Creating an Interactive transcriber

I have developed a Transcription tool using WhisperX in the ORCA cluster that I want to make available to others within my research unit, but I can’t sufficiently generalize it for a general audience. It requires generating ssh keys, use of the terminal, and manual installation of WhisperX and FFMpeg that an unsophisticated user will not be able to do on their own. I am thinking an OpenOnDemand interface would be the solution for generalizing it.

Basically I need help packaging the ffmpeg and whisperx so a user can invoke it without manually installing it in their ORCA environment. Then create a front end where a user uploads a file, once the file is uploaded it kicks off a slurm job transcribing it, deletes the file once transcribed, then notifies the user that the transcription files are ready for download.

Would anyone be able to point me in the right direction to get this started?

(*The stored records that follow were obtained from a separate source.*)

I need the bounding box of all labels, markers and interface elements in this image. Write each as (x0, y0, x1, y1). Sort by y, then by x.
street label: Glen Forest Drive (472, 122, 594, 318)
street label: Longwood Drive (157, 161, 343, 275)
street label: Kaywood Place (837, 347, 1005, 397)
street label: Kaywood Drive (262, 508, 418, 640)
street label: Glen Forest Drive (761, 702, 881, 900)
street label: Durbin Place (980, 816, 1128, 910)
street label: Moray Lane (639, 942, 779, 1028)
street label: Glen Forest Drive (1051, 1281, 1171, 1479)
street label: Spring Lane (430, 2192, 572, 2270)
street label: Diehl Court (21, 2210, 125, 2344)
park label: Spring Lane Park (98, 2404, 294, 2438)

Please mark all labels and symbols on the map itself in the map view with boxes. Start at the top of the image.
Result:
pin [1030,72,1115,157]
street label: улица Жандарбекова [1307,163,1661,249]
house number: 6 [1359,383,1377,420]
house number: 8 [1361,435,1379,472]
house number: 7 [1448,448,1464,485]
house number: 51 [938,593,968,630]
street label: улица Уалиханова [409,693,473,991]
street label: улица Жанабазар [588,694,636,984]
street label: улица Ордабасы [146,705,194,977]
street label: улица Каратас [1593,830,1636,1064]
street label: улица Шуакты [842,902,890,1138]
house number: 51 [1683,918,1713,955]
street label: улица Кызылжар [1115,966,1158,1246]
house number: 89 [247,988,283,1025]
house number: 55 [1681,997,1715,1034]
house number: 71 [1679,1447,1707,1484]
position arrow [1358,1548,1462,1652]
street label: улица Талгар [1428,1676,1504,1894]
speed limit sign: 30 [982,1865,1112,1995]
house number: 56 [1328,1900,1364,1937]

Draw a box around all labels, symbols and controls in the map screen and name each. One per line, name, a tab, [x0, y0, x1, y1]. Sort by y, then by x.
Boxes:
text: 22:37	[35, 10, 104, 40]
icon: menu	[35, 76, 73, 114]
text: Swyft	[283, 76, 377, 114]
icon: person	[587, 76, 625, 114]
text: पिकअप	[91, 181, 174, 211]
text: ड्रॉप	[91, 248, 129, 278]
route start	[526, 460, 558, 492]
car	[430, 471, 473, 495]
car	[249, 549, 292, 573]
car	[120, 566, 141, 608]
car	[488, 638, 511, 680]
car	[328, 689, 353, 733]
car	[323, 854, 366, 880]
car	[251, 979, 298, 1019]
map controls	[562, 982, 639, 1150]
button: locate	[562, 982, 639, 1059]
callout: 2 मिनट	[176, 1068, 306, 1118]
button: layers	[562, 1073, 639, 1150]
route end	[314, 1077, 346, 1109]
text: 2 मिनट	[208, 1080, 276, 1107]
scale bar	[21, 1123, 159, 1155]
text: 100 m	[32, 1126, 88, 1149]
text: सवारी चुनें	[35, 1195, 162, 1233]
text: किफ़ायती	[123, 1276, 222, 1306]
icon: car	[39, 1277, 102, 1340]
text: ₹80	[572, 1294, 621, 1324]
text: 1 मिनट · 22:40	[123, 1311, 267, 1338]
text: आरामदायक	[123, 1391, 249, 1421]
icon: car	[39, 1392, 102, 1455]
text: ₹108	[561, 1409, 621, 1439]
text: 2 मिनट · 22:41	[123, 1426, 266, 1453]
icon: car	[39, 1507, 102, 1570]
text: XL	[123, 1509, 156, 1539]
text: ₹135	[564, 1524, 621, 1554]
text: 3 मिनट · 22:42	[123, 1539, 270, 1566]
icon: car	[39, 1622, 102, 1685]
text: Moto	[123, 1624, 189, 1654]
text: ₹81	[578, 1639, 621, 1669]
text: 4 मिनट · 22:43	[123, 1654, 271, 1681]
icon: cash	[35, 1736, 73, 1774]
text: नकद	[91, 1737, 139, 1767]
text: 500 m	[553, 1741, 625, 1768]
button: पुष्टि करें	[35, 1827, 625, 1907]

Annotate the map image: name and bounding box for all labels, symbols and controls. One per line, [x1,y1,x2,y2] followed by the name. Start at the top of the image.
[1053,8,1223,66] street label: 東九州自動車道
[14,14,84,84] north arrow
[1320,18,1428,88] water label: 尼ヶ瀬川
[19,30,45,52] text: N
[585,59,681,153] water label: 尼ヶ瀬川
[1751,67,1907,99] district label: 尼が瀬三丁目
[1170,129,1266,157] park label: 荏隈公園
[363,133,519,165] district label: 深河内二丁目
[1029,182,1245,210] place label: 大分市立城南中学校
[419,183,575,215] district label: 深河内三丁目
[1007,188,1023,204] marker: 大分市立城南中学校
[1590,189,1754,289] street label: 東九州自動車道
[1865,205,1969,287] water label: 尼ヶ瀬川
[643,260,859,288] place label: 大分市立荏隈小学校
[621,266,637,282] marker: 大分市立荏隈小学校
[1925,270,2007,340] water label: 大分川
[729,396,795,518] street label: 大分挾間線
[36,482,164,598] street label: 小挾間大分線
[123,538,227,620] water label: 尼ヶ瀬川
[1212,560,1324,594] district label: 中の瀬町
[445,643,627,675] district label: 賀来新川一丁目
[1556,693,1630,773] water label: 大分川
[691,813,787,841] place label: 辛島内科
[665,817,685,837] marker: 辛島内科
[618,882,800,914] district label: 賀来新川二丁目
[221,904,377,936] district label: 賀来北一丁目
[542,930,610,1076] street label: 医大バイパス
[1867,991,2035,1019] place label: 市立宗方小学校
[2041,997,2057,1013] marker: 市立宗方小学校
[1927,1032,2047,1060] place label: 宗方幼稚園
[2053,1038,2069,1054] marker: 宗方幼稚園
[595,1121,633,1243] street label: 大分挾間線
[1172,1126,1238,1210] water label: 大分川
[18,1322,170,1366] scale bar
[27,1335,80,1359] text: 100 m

My colleague Michael has developed a streamlite app around WhisperX and we are serving it in our own ondemand installation. His work on the app is at GitHub - michaelcoe/offline-transcription-app: This Webapp implements the faster-whisper package https://github.com/SYSTRAN/faster-whisper and the vosk package https://github.com/alphacep/vosk-api/tree/master models. · GitHub

If you need more help turning into an ondemand app I am sure we can share the barebones of it.

1 Like

I would love that. I am just at a loss at how to get started. It looks like Michael’s app is about the same as the one I developed, where a job is uploaded through a web app then the transcription is kicked off on the cluster. The only difference is that mine is mediated by a watchdog process that catches the upload and runs the job whereas his runs the command to start the job once it has been uploaded.

Is there an environment or documentation on creating the front end that would be hosted in On Demand?

I think you might be looking for Tutorials: Passenger Apps — Open OnDemand 4.1.0 documentation . We support Python, Javascript, and Ruby apps, so you have a lot of choice as far as what you use for the frontend code. If you already have a script to do the grunt work of the transcription, then hooking in to that should be fairly straightforward from any of those three.

While building a full app around it will allow you to expand the app in the future, for a simpler approach you can also look into making it a simple batch connect application by having the user upload their file into the filesystem with OnDemand, then entering the path in the app form. That way OnDemand can handle the frontend and slurm interaction, and you only need to supply the job script.

If you need a way to share a package that lots of people will be using (so individuals don’t have to install their own copy) you may look into Lmod or an equivalent (your system likely already has one), as that provides an easy way to load shared packages in your scripts.

I’d be happy to assist with any of the above mentioned items if you run into issues!